Wednesday, September 8, 2010

Early 1900s Navajo Turquoise Ring

When you wear a ring you seldom notice it. It becomes part of your hand after a while, and after 3 years you only hold it up for inspection when someone comments on it, and even then you're not looking at it—you're showing it to them.

A Frisbee got hooked on my ring the other day causing a tiny skin break where the shank meets my finger. The ring was irritating the injury so I took it off. I wanted to let my finger heal unmolested. This gave me an opportunity to really examine it for the first time in a couple of years, and remember why I chose it as my personal ring to begin with.

I found it in a cigar box at a garage sale, cleverly concealed as junk, as it was among paper clips, empty pens, spools of thread and whatever else the seller had deemed “crap” and decided to toss in a box—a little family of junk that he was sure no one would be interested in.

After wearing it for a year, one end of the shank popped loose from the back.
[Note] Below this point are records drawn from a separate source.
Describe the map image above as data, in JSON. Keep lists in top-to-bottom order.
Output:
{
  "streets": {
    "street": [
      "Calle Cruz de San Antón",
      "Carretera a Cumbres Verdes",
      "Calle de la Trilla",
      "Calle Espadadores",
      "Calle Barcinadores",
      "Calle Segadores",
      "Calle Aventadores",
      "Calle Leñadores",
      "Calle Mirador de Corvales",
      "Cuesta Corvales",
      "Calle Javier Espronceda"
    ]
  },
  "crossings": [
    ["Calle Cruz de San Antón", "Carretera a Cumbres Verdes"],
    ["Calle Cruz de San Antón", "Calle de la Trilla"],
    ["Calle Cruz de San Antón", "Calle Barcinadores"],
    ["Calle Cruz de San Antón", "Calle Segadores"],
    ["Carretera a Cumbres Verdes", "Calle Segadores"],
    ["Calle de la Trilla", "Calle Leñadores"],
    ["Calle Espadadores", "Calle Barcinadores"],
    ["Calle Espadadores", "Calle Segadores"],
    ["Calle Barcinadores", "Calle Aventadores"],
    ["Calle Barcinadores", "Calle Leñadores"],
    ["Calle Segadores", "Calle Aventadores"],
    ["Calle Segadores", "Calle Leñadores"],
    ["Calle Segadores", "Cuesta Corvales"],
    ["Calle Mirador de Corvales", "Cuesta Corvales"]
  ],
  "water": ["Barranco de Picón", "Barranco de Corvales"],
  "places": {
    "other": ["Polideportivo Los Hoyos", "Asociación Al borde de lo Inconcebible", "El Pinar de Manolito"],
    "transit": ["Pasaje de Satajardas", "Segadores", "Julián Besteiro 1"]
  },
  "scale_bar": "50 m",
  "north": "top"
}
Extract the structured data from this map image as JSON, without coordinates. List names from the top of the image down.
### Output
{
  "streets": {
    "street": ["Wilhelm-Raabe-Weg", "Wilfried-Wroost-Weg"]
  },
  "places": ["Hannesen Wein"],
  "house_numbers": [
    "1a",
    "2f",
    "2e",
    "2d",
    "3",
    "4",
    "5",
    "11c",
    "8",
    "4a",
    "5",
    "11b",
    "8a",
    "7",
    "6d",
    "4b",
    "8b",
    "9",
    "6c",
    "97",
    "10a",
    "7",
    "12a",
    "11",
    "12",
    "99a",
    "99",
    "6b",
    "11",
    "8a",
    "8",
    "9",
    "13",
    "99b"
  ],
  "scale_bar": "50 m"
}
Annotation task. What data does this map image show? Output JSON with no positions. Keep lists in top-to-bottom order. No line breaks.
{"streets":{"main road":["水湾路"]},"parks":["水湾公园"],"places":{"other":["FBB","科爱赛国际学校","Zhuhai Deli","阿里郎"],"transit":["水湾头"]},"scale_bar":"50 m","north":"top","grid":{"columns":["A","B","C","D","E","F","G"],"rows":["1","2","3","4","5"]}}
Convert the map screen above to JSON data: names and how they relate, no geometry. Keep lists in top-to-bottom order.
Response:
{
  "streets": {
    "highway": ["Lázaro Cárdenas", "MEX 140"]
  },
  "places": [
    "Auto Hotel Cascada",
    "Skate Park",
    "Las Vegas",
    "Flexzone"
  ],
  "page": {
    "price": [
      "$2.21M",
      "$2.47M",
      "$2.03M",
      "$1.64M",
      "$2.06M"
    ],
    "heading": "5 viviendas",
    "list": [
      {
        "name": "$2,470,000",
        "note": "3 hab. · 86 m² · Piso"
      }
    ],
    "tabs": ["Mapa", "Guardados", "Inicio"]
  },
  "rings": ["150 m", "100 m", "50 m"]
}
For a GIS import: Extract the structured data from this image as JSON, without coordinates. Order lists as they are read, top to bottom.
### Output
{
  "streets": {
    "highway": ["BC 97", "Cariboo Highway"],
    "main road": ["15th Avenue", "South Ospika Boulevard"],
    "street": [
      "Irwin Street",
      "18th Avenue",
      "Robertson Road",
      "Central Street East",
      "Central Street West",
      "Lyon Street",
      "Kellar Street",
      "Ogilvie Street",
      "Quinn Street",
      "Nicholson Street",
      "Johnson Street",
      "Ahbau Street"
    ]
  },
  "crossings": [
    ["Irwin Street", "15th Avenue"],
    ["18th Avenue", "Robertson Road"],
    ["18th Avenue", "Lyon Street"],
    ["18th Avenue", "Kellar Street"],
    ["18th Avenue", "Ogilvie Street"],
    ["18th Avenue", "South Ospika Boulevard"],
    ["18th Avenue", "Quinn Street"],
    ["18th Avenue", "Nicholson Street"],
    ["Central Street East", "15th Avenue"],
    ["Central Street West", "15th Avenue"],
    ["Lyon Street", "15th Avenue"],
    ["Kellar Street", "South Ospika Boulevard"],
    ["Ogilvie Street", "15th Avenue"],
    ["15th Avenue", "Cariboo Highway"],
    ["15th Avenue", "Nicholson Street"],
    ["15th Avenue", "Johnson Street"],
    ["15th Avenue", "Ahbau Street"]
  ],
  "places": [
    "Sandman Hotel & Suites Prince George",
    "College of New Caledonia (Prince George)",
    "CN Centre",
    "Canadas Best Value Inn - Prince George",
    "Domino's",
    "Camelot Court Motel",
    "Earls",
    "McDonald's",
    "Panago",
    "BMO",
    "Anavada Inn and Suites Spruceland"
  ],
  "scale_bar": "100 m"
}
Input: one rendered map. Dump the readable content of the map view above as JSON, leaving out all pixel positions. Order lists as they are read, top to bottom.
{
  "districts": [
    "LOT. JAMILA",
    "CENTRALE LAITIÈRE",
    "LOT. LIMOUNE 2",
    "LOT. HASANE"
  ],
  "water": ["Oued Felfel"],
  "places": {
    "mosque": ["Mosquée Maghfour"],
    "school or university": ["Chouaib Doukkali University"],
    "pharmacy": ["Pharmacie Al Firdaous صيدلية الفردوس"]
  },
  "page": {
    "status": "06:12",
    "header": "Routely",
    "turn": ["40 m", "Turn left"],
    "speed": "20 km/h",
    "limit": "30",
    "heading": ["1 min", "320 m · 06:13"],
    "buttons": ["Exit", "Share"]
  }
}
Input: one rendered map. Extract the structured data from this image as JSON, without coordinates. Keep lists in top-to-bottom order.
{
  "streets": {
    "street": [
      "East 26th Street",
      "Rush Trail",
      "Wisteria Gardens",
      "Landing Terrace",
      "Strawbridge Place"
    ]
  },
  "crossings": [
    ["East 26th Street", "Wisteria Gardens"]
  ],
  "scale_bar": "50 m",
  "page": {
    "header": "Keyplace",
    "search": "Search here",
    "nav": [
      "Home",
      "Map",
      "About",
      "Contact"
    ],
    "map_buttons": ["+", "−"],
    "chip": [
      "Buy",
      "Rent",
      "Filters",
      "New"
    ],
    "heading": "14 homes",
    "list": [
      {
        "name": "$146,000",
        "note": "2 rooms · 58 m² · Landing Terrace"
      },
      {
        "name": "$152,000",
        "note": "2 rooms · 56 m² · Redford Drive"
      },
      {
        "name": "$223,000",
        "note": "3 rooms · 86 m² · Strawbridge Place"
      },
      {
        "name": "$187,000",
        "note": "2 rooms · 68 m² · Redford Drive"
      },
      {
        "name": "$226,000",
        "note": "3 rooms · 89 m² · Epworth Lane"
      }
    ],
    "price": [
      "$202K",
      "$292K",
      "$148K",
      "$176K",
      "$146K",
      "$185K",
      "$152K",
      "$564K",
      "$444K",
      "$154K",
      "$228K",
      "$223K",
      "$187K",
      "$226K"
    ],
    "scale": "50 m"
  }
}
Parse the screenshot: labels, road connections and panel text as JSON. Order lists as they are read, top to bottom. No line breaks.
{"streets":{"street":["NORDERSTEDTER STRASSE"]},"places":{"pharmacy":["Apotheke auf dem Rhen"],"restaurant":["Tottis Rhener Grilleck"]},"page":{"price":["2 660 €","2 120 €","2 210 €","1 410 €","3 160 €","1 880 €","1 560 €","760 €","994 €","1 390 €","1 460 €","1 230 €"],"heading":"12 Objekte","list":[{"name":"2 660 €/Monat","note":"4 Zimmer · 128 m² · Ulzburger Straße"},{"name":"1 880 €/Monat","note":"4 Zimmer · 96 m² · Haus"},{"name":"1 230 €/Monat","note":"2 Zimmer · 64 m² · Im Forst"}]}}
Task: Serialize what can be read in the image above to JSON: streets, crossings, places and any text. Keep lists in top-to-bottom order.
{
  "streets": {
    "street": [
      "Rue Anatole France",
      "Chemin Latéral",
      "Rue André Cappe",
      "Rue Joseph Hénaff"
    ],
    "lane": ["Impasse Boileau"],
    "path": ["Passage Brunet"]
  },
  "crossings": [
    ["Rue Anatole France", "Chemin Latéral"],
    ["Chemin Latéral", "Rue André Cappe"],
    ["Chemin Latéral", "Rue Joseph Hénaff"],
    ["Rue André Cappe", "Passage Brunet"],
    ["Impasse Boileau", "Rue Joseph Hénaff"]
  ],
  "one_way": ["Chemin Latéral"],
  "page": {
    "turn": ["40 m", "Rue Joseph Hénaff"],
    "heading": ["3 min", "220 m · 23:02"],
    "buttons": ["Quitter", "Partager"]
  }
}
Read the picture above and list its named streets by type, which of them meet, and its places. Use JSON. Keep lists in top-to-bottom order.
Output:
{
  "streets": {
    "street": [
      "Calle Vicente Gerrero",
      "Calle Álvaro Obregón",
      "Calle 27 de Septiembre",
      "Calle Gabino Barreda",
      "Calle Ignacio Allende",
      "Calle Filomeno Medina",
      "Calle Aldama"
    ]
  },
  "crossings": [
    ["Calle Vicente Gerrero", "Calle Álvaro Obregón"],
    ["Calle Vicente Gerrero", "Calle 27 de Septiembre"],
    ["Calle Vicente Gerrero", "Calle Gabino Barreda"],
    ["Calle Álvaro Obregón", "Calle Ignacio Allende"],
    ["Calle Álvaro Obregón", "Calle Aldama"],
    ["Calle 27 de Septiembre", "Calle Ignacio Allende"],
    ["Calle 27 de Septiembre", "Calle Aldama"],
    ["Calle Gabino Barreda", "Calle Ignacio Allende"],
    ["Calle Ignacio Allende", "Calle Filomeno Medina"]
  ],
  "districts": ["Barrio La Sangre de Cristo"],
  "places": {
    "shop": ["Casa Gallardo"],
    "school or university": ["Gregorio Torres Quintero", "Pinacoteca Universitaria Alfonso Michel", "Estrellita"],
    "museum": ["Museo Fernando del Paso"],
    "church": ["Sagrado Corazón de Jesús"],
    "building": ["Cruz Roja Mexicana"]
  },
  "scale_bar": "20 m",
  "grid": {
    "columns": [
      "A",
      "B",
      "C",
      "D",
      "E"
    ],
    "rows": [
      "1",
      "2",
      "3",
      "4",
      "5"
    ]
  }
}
The repair shop I frequent gets work from around the world. They stay very busy, have several talented Native American artisans on staff, and the work they do is superior. I left the ring in their care, got my ticket and a promise that they'd get around to it within the next 30 days.

When I retrieved the ring I was aghast. The ring was made around 1900 using blacksmithing tools, and had incredible age patina which is something I like on my sterling pieces—it gives them a lived in/loved look. They had polished every aspect of the ring—it looked like it had just come out of the artisans shop.

But that's not the worst of it; they had re-soldered the shank onto the ring 180 degrees out, so the triangle stone was now pointing sideways—not the original design. I was heartbroken. After some bickering I had them put the shank back correctly and inquired as to why they had polished it against my strict instructions. As it turns out, the sterling had been soldered with copper solder, which is not nearly as stable as sterling solder, and once they started working on the shank repair, which entails removing the stone prior to heating the ring, they put the torch to it and it simply fell apart—the copper solder couldn't handle it and it all just let go.

They did a great job of putting it back together, but in order for solder to work correctly, it must be applied to a 100% clean surface, hence the polishing. In my eyes the ring had lost considerable value in it's trip to the repair shop, but I got over it. It's my personal ring, I had no intention of ever selling it due to it's antique nature, amazing Cerrillos mine stone (the mine has been closed for decades) and it's unique design. So I just popped it back on my finger and went about my business.

Here it is a couple of years later, the ring never leaves my finger and it's patina has returned.

There is a ring museum in Las Cruces, New Mexico, run by a rather crusty collector. His collection is outstanding with his focus being on rings made prior to 1930. I offer him rings regularly and I think he's acquired two in the many years we have known each other. On my last visit he finally noticed my ring and was very interested in having it for his collection. I informed him it wasn't for sale and he proceeded to offer me $550 for it. I passed.

I have been encouraged to start a personal collection; pieces I know have significant historical value like this ceremonial buckle by noted Hopi artisan Michael Kabotie or this CG Wallace inspired Zuni Ranger set, that are so beautifully designed and crafted, that I will certainly never see another. Sadly, this is often the case concerning the pieces I offer on the Native Treasures website. At 10 years of study, honing my skills of acquisition and establishing a network of suppliers, I've kept the pieces moving, placing 100s of items in important collections and supplying a few dealers with goods.

I examined the movement thing a while back, and asked myself, “Where's YOUR collection?” I realized I am more interested in acquisition, for the fact that I get to see more and better items that inspire me to raise the bar. And to keep this happening I need funds. I get those funds by moving the gear. I have the pieces for a while, absorb their artistry, and pass them along so I can go do it again.

I have affectively started my collection with this ring. Agreed, it's just a ring, but it's a nice start.

1 comment:

  1. It is a magnificent ring, it has always looked great on you.
    You have a great eye for what you do.